***** THE INPUT

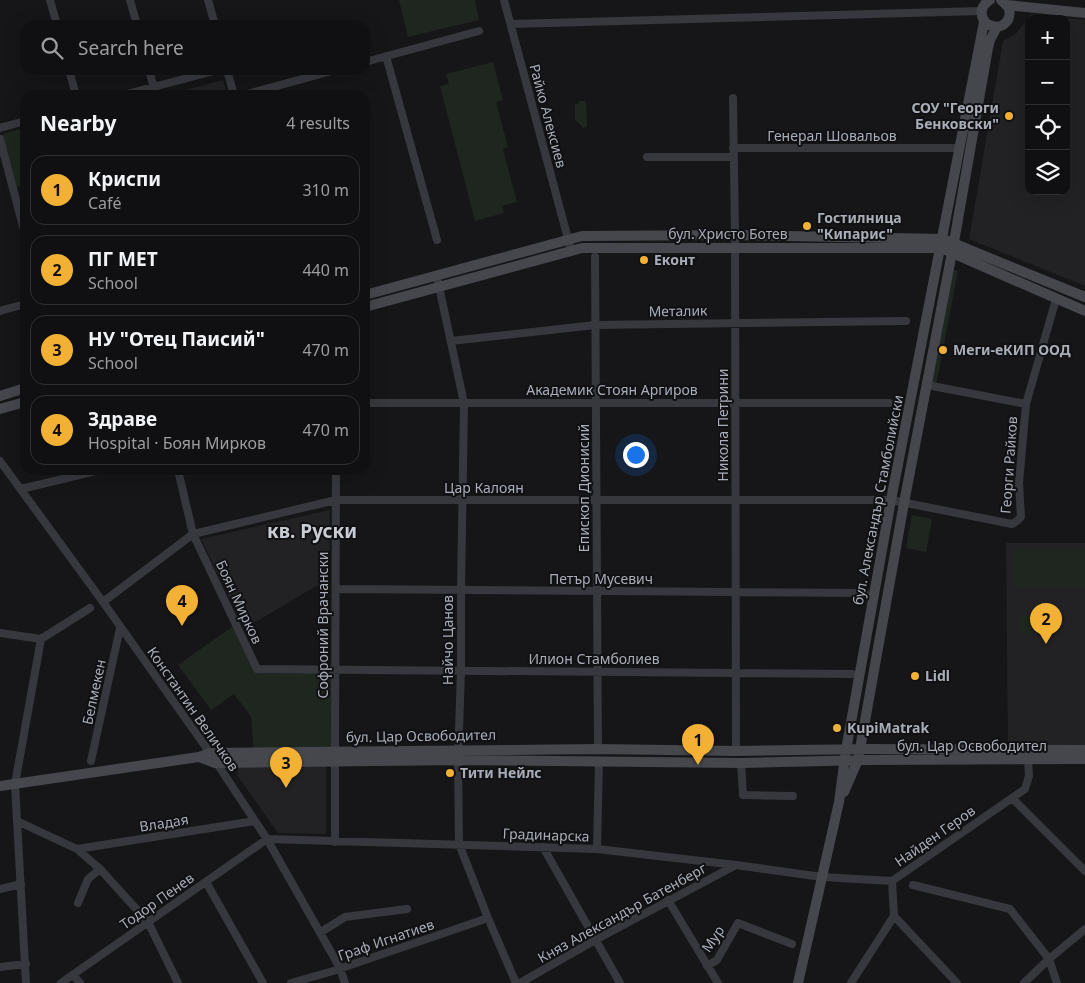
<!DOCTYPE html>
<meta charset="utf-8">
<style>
body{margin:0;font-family:"Noto Sans",sans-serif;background:#1e1e20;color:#f1f3f6}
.controls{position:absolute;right:15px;top:15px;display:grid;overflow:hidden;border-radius:10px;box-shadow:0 5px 20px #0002}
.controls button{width:45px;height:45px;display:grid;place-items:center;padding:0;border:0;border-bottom:1px solid #303032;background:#101012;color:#f1f3f6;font:25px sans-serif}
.you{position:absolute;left:635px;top:454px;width:18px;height:18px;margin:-12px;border:4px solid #fff;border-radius:50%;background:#1a73e8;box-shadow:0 0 0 8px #1a73e833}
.badge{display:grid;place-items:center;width:32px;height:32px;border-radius:50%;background:#f2b134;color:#111;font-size:16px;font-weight:700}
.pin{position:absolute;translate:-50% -41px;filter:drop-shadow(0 1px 2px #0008)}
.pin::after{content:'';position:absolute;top:26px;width:18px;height:15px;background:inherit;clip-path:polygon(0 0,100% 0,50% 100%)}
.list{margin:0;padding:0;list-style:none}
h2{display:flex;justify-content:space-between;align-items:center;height:65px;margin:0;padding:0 20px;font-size:21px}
h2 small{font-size:16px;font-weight:400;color:#9c9d9f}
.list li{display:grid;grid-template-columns:32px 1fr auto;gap:15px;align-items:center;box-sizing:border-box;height:70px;margin:0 10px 10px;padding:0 10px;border:1px solid #303032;border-radius:15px}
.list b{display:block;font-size:19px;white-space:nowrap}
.list p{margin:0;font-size:16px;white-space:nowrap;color:#9c9d9f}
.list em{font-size:16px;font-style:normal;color:#9c9d9f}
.icon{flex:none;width:28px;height:28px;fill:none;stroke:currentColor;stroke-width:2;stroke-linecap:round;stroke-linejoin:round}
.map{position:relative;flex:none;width:1085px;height:983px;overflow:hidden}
.search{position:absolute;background:#101012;box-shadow:0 5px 20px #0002;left:20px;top:20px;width:350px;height:55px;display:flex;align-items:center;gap:12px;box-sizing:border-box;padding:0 18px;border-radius:15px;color:#9c9d9f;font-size:19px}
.panel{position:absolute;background:#101012;box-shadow:0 5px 20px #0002;left:20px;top:90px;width:350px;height:385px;border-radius:15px}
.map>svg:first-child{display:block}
.built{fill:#222225;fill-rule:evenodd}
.green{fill:#1e261f}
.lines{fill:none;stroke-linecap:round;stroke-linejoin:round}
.street{stroke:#37383d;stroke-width:8}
.secondary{stroke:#45474d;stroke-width:10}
.poi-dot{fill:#f2b134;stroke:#111113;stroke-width:2}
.labels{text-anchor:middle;stroke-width:4;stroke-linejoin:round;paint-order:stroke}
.poi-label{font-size:14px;font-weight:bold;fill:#a8adb8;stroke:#111113;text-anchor:start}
.street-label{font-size:14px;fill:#a8adb8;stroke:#111113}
.district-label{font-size:19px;font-weight:bold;fill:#c9ccd4;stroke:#111113}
</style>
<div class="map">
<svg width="1085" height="983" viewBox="0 0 1085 983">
<rect width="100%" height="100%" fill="#161618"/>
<!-- built -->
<path class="built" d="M1031 14 1085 20V286L969 239 1003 41 1016 34ZM1029 19H1066V191H1029Z
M223 80 227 95H168Z
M330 510 329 586 318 585 244 629 201 539Z
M1006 543H1085V745H1008Z
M326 760V834L278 833 237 775 239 762Z"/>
<!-- green -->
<path class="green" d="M399 0H475L479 20 408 37Z
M493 62 503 100 496 102 508 147 503 149 517 202 502 206 504 213 475 221 440 86 449 84 446 74Z
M579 101H586L587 127 583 128 575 119V104H579Z
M25 128V185L16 187 2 134Z
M949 269 958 271 936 386 927 385Z
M912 515 932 519 926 552 906 548Z
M1014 550H1085V587H1014Z
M1019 615 1033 616 1032 634 1019 633Z
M236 624 257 669 335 670V751L254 753 251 717 234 694 211 710 178 665Z"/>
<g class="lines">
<!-- street -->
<path class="street" d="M50 0 57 25
M130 0 137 25
M208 0 215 25
M504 0 571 250
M511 24 981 11
M386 56 437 240
M365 62 479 31
M69 70 76 95
M149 70 156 95
M227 70 234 95
M123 95 218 70
M244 95 335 70
M733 98 735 235 736 751
M0 128 25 121
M0 139 25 234
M733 148H960
M647 157H733
M595 257 598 749
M438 282 464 403 461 590V671L458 760 459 844 488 918 516 983
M0 311 25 304
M451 341 595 325 906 321
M927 385 1026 404
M365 403H889
M0 461 103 602 210 753 267 839 340 968 345 983
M178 470 193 534 257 669 852 674
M21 489 100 470
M336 589 865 593
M103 602 193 534 336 500H891L1012 524 1017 521 1021 517 1019 483 1026 404 1056 299
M0 633 41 639 90 608
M335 751 336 470
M91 761 120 628
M741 763 743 795 793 796
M1012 798 1085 871
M17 821 77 849 100 869 148 922 178 983
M335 842V765
M543 847 620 983
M77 849 255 821
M597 849 599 761
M206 882 263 983
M913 885 1010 909 1049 959 1057 983
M0 889 21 884
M668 900 718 983
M78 903 88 879 100 869
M894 916 957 983
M321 932 345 917 407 909
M707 966 717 960 738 923 792 944
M0 967 26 964
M73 975 80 983
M26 983 15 784 41 639
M61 983 267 839 597 849 736 865 822 877 892 881 1025 789 1029 776 1028 759
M291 983 333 971 488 918
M520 983 597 939 736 865
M851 983 894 916 892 881
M1024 983 1049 959 1085 929"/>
<!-- secondary -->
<path class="secondary" d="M990 0C980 6 979 16 987 24 1000 31 1012 23 1009 8L1001 0
M1007 5 1085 13
M365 295 582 236 735 235 943 239 1085 297
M365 307 582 248H941L1085 311
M0 396 25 388
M0 409 25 402
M199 757 215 763 458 760 741 763 867 760 1085 759
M0 786 199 757 210 753 598 749 736 751 869 749 1085 750
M844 792 858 760 904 503 954 242 988 48 990 40 997 27
M798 983 839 802 846 750 891 500 984 22"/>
</g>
<!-- markers -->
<g class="poi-dot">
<circle cx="1009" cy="116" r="5"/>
<circle cx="807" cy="226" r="5"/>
<circle cx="644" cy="260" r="5"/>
<circle cx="943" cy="350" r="5"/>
<circle cx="915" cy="676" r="5"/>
<circle cx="837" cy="728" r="5"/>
<circle cx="450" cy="773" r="5"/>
</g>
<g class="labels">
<!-- poi labels -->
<g class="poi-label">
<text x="999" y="113" text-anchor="end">СОУ "Георги<tspan x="999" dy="16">Бенковски"</tspan></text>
<text x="817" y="223">Гостилница<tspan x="817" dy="16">"Кипарис"</tspan></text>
<text x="654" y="265">Еконт</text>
<text x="953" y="355">Меги-еКИП ООД</text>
<text x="925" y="681">Lidl</text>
<text x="847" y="733">KupiMatrak</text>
<text x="460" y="778">Тити Нейлс</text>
</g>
<!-- street labels -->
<g class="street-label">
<text transform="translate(548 116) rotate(75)" y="5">Райко Алексиев</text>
<text x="832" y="141">Генерал Шовальов</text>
<text x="728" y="239">бул. Христо Ботев</text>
<text transform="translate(678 311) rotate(-1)" y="5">Металик</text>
<text x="612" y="395">Академик Стоян Аргиров</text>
<text transform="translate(723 425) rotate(-90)" y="5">Никола Петрини</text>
<text transform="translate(1009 465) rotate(-86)" y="5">Георги Райков</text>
<text x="484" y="493">Цар Калоян</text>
<text transform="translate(584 488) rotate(-90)" y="5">Епископ Дионисий</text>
<text transform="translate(878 500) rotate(-79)" y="5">бул. Александър Стамболийски</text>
<text x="601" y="584">Петър Мусевич</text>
<text transform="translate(239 602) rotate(65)" y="5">Боян Мирков</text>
<text transform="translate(323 625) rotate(-90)" y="5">Софроний Врачански</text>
<text transform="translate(448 640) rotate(-90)" y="5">Найчо Цанов</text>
<text x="594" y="664">Илион Стамболиев</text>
<text transform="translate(94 692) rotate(-78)" y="5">Белмекен</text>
<text transform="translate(193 709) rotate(55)" y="5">Константин Величков</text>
<text transform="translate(421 736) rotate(-1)" y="5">бул. Цар Освободител</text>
<text x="972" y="751">бул. Цар Освободител</text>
<text transform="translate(164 823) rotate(-9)" y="5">Владая</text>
<text transform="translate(546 835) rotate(2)" y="5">Градинарска</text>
<text transform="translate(935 836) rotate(-35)" y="5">Найден Геров</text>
<text transform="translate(157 901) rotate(-35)" y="5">Тодор Пенев</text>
<text transform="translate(622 913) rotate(-29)" y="5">Княз Александър Батенберг</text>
<text transform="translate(713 939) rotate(-56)" y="5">Мур</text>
<text transform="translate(386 940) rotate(-19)" y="5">Граф Игнатиев</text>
</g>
<!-- district labels -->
<g class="district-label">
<text x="312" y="538">кв. Руски</text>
</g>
</g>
</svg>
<div class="controls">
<button>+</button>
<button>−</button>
<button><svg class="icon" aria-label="locate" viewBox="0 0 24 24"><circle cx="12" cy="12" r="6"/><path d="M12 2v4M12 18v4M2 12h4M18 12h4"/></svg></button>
<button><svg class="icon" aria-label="layers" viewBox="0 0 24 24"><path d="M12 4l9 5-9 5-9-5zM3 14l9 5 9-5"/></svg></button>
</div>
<div class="you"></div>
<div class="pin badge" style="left:698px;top:765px">1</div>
<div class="pin badge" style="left:1046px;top:644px">2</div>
<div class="pin badge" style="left:286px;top:788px">3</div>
<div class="pin badge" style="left:182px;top:626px">4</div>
<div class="search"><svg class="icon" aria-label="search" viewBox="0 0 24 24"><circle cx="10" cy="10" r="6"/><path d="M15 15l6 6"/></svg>Search here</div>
<section class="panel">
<h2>Nearby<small>4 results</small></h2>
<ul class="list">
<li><span class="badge">1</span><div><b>Криспи</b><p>Café</p></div><em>310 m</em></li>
<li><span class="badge">2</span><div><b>ПГ МЕТ</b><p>School</p></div><em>440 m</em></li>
<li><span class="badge">3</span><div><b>НУ &quot;Отец Паисий&quot;</b><p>School</p></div><em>470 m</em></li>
<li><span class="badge">4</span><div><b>Здраве</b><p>Hospital · Боян Мирков</p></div><em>470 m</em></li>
</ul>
</section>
</div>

**********

Bring together each line above where the string "linecap" turns up.

.icon{flex:none;width:28px;height:28px;fill:none;stroke:currentColor;stroke-width:2;stroke-linecap:round;stroke-linejoin:round}
.lines{fill:none;stroke-linecap:round;stroke-linejoin:round}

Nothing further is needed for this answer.